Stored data
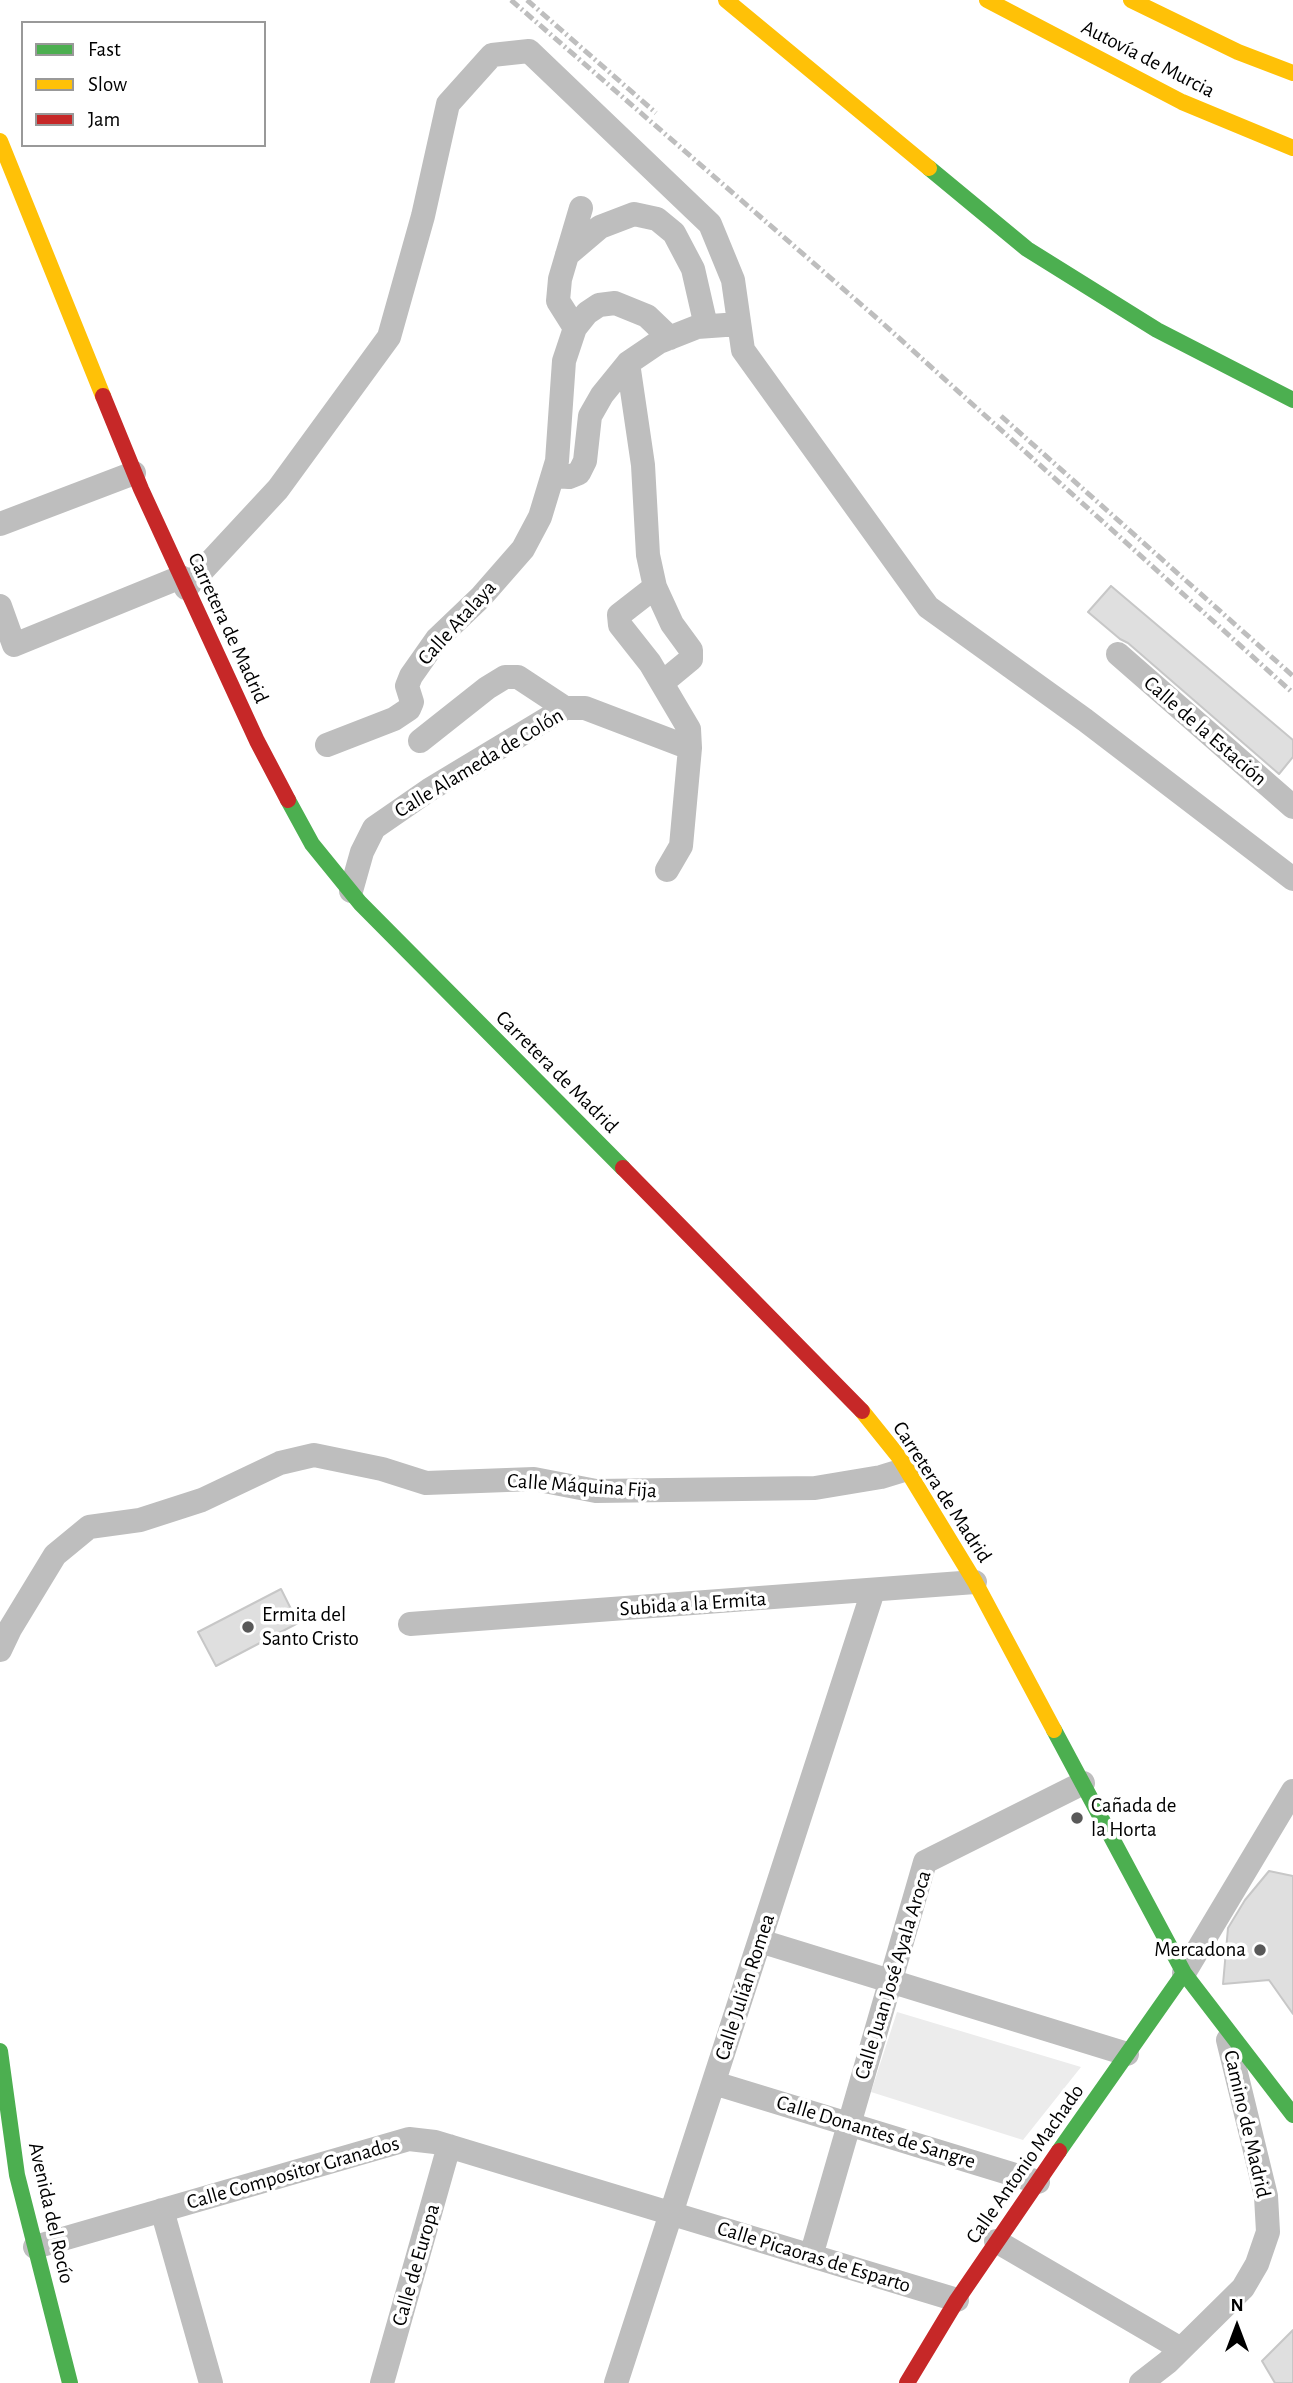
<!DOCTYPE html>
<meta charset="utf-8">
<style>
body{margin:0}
#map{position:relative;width:1293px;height:2383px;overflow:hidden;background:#fff;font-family:"Alegreya Sans",sans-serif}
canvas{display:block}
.legend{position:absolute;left:21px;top:21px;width:245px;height:126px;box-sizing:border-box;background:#fff;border:2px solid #999;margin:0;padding:9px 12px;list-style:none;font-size:21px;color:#000}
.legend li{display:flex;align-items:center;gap:14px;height:35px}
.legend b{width:35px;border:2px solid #999}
.north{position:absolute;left:1202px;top:2292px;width:70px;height:70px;-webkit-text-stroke:5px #fff;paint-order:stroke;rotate:0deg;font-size:19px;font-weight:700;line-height:28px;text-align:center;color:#000}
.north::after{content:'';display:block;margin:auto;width:24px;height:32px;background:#000;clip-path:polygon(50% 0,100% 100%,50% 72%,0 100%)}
</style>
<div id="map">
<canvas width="1293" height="2383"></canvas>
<ul class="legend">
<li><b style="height:9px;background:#4caf50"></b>Fast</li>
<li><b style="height:9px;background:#ffc107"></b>Slow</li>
<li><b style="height:9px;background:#c62828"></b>Jam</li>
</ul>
<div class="north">N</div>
</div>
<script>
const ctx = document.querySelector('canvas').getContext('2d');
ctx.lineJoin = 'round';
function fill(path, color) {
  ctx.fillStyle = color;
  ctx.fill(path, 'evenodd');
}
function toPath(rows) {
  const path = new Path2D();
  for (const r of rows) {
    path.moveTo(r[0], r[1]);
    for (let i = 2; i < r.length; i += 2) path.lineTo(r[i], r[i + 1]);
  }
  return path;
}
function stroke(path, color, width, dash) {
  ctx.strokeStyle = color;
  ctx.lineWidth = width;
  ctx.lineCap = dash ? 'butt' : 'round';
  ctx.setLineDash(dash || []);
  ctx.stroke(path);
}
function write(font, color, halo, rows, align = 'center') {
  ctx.font = font + ' "Alegreya Sans",sans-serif';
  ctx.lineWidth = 7;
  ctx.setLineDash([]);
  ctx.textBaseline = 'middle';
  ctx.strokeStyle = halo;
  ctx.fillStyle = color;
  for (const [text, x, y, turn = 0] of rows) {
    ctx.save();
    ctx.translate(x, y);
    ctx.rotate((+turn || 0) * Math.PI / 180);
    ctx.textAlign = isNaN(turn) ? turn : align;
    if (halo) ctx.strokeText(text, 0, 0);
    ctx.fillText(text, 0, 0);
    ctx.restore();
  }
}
fill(toPath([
 [897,2012,1081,2067,1023,2140,871,2092]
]), '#ececec');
const building = toPath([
 [1111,586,1293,740,1293,757,1279,774,1128,643,1120,639,1088,612,1111,586],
 [281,1589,298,1623,216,1666,198,1632,281,1589],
 [1269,1871,1293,1876,1293,2014,1269,1980,1223,1984,1228,1928,1245,1900,1269,1871],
 [1293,2330,1293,2383,1275,2383,1262,2361,1293,2330]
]);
fill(building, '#dfdfdf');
stroke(building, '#c7c7c7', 2);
stroke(toPath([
 [567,255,600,227,634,214,657,219,674,233,693,269,706,326],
 [575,328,558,301,560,279,581,208],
 [628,363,643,465,648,555,655,587,672,624,691,650,691,659,662,683],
 [553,476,569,477,579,473,585,461,590,416,602,395,628,363,659,342,697,327,739,324],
 [0,524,134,473],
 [655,587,619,615,620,625,650,663,689,729,690,748,681,846,667,870],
 [186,588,278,489,389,337,423,216,448,104,492,55,529,51,710,224,733,280,743,350,928,607,1085,720,1293,879],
 [0,606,14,645,181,577],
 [1118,654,1293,807],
 [420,741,487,688,505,677,518,677,565,708],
 [327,745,394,719,409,709,412,702,407,686,411,676,437,639,481,597,523,549,540,517,557,461,564,361,575,328,587,313,599,305,615,303,647,316,670,338],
 [351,891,362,852,374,828,429,790,565,708,585,708,690,748],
 [410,1624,975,1582],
 [0,1650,10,1629,55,1555,89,1527,140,1520,202,1500,280,1463,314,1455,382,1469,426,1483,534,1479,596,1491,815,1488,881,1477,907,1469],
 [760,1941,1127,2054],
 [1184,1973,1293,1791],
 [714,2083,1038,2182],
 [162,2210,211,2383],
 [996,2241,1181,2349],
 [35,2247,409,2139,435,2142,957,2300],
 [811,2256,925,1862,1083,1783],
 [382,2383,449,2146],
 [616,2383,873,1591],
 [1141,2383,1168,2362,1243,2288,1257,2264,1268,2232,1266,2196,1228,2040]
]), '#bebebe', 24);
stroke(toPath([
 [929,168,1027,249,1157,330,1293,400],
 [288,800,312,844,360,903,623,1168],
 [1054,1730,1184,1973,1293,2115],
 [0,2051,17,2175,70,2383],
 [1059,2151,1184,1973]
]), '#4caf50', 16);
stroke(toPath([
 [726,0,929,168],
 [987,0,1182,102,1293,148],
 [1131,0,1238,52,1293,73],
 [0,141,103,396],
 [862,1411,899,1457,975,1582,1054,1730]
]), '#ffc107', 16);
stroke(toPath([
 [103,396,141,489,257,741,288,800],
 [623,1168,862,1411],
 [907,2383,957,2300,1059,2151]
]), '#c62828', 16);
stroke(toPath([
 [511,0,879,320,1293,693],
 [527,0,656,113],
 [1001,416,1293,676]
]), '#bebebe', 5, [10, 3.5, 2, 3.5]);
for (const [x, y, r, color] of [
 [248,1627,7,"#595959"],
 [1077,1818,7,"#595959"],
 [1260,1950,7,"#595959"]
]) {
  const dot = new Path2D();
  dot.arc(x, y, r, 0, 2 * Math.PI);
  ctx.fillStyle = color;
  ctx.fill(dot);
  stroke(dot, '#fff', 2.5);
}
write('21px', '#000', '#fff', [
 ["Autovía de Murcia",1148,59,27],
 ["Calle Atalaya",457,623,-48],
 ["Carretera de Madrid",228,628,65],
 ["Calle de la Estación",1205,731,41],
 ["Calle Alameda de Colón",479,763,-31],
 ["Carretera de Madrid",557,1072,45],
 ["Calle Máquina Fija",582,1486,4],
 ["Carretera de Madrid",942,1492,57],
 ["Subida a la Ermita",693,1604,-4],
 ["Calle Juan José Ayala Aroca",893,1975,-73],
 ["Calle Julián Romea",745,1987,-72],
 ["Camino de Madrid",1247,2124,77],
 ["Calle Donantes de Sangre",876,2132,17],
 ["Calle Antonio Machado",1025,2164,-55],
 ["Calle Compositor Granados",293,2173,-16],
 ["Avenida del Rocío",51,2213,77],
 ["Calle Picaoras de Esparto",814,2257,17],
 ["Calle de Europa",416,2265,-74]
]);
write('21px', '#000', '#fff', [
 ["Ermita del",262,1615],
 ["Santo Cristo",262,1639],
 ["Cañada de",1091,1806],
 ["la Horta",1091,1830],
 ["Mercadona",1246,1950,"right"]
], 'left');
</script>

— What the exercise asks —
Once you find the line containing "dot.arc(x, y, r, 0, 2 * Math.PI);", copy it and every line after it through the end of the records, exactly as they stand.

— Answer area —
  dot.arc(x, y, r, 0, 2 * Math.PI);
  ctx.fillStyle = color;
  ctx.fill(dot);
  stroke(dot, '#fff', 2.5);
}
write('21px', '#000', '#fff', [
 ["Autovía de Murcia",1148,59,27],
 ["Calle Atalaya",457,623,-48],
 ["Carretera de Madrid",228,628,65],
 ["Calle de la Estación",1205,731,41],
 ["Calle Alameda de Colón",479,763,-31],
 ["Carretera de Madrid",557,1072,45],
 ["Calle Máquina Fija",582,1486,4],
 ["Carretera de Madrid",942,1492,57],
 ["Subida a la Ermita",693,1604,-4],
 ["Calle Juan José Ayala Aroca",893,1975,-73],
 ["Calle Julián Romea",745,1987,-72],
 ["Camino de Madrid",1247,2124,77],
 ["Calle Donantes de Sangre",876,2132,17],
 ["Calle Antonio Machado",1025,2164,-55],
 ["Calle Compositor Granados",293,2173,-16],
 ["Avenida del Rocío",51,2213,77],
 ["Calle Picaoras de Esparto",814,2257,17],
 ["Calle de Europa",416,2265,-74]
]);
write('21px', '#000', '#fff', [
 ["Ermita del",262,1615],
 ["Santo Cristo",262,1639],
 ["Cañada de",1091,1806],
 ["la Horta",1091,1830],
 ["Mercadona",1246,1950,"right"]
], 'left');
</script>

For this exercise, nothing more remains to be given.